Information provided:
+ + + + + + +

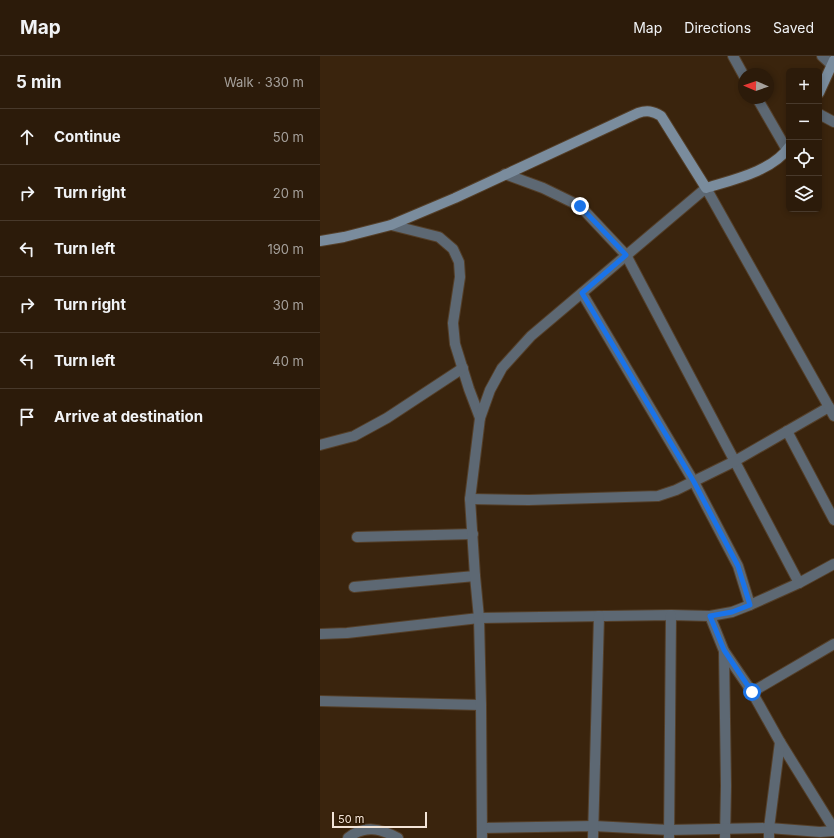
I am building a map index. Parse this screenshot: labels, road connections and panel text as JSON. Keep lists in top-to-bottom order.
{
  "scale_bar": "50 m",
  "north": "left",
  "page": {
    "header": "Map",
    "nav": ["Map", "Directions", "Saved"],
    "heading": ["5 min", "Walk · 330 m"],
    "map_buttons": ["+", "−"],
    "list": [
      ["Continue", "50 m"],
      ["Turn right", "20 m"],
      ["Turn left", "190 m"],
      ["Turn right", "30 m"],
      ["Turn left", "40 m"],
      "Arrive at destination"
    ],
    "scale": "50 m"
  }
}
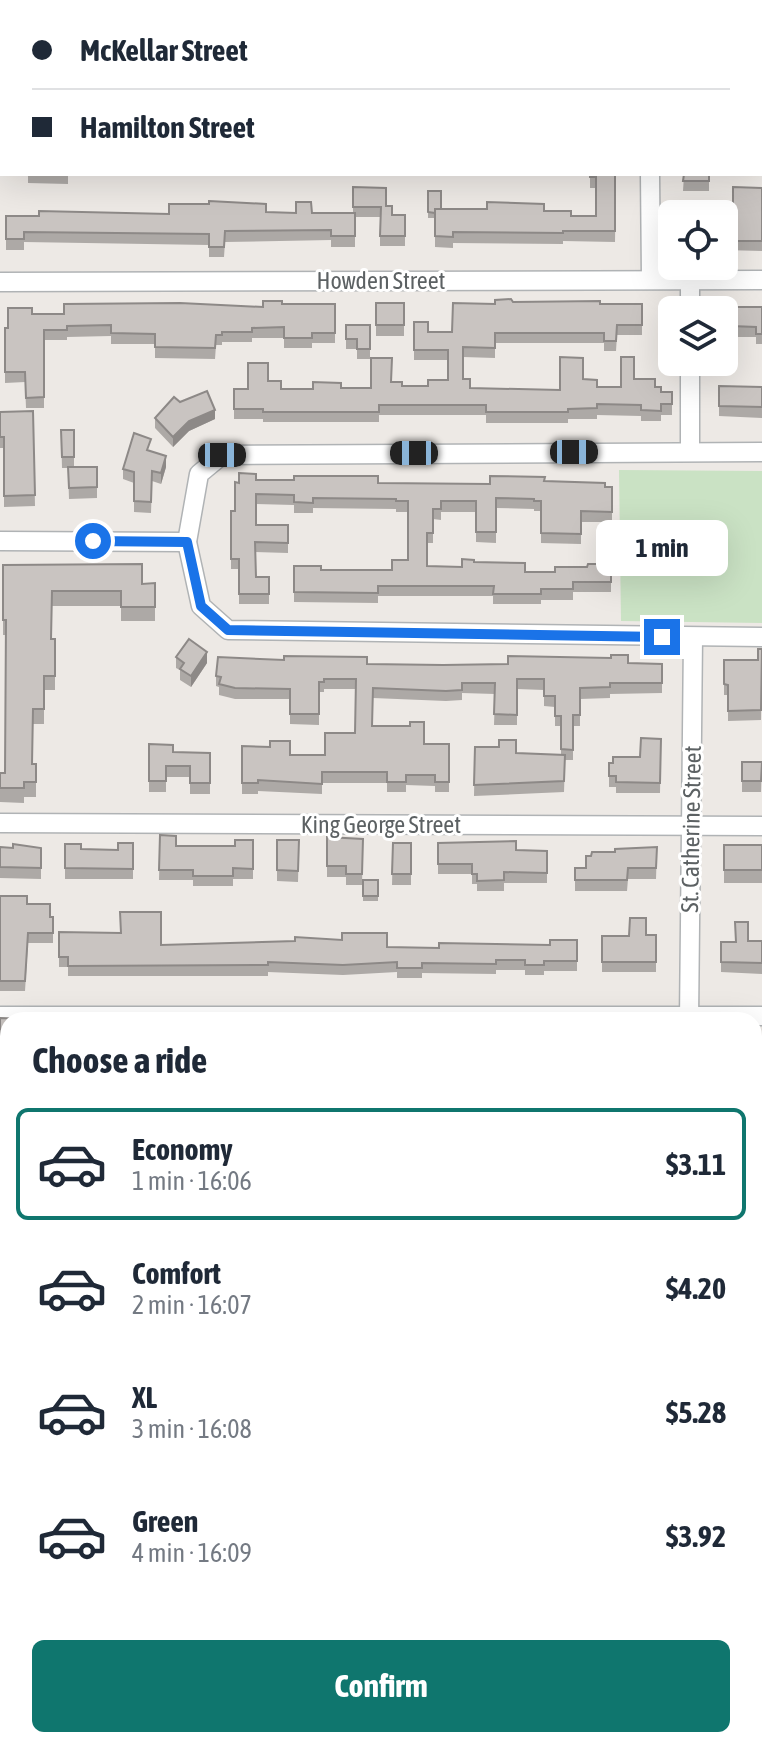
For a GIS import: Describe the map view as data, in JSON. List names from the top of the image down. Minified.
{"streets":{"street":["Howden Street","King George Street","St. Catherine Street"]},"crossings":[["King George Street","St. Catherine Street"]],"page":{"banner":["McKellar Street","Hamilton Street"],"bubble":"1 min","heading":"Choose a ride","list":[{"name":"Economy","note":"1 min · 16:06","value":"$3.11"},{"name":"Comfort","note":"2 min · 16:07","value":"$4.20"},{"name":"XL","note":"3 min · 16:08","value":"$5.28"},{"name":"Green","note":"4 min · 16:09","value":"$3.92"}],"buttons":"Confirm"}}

+ + + + + + +

What needs to be done:
When printing the entries, leave out the images and keep everything else exact.

Task solution:
I am building a map index. Parse this screenshot: labels, road connections and panel text as JSON. Keep lists in top-to-bottom order.
{
  "scale_bar": "50 m",
  "north": "left",
  "page": {
    "header": "Map",
    "nav": ["Map", "Directions", "Saved"],
    "heading": ["5 min", "Walk · 330 m"],
    "map_buttons": ["+", "−"],
    "list": [
      ["Continue", "50 m"],
      ["Turn right", "20 m"],
      ["Turn left", "190 m"],
      ["Turn right", "30 m"],
      ["Turn left", "40 m"],
      "Arrive at destination"
    ],
    "scale": "50 m"
  }
}
For a GIS import: Describe the map view as data, in JSON. List names from the top of the image down. Minified.
{"streets":{"street":["Howden Street","King George Street","St. Catherine Street"]},"crossings":[["King George Street","St. Catherine Street"]],"page":{"banner":["McKellar Street","Hamilton Street"],"bubble":"1 min","heading":"Choose a ride","list":[{"name":"Economy","note":"1 min · 16:06","value":"$3.11"},{"name":"Comfort","note":"2 min · 16:07","value":"$4.20"},{"name":"XL","note":"3 min · 16:08","value":"$5.28"},{"name":"Green","note":"4 min · 16:09","value":"$3.92"}],"buttons":"Confirm"}}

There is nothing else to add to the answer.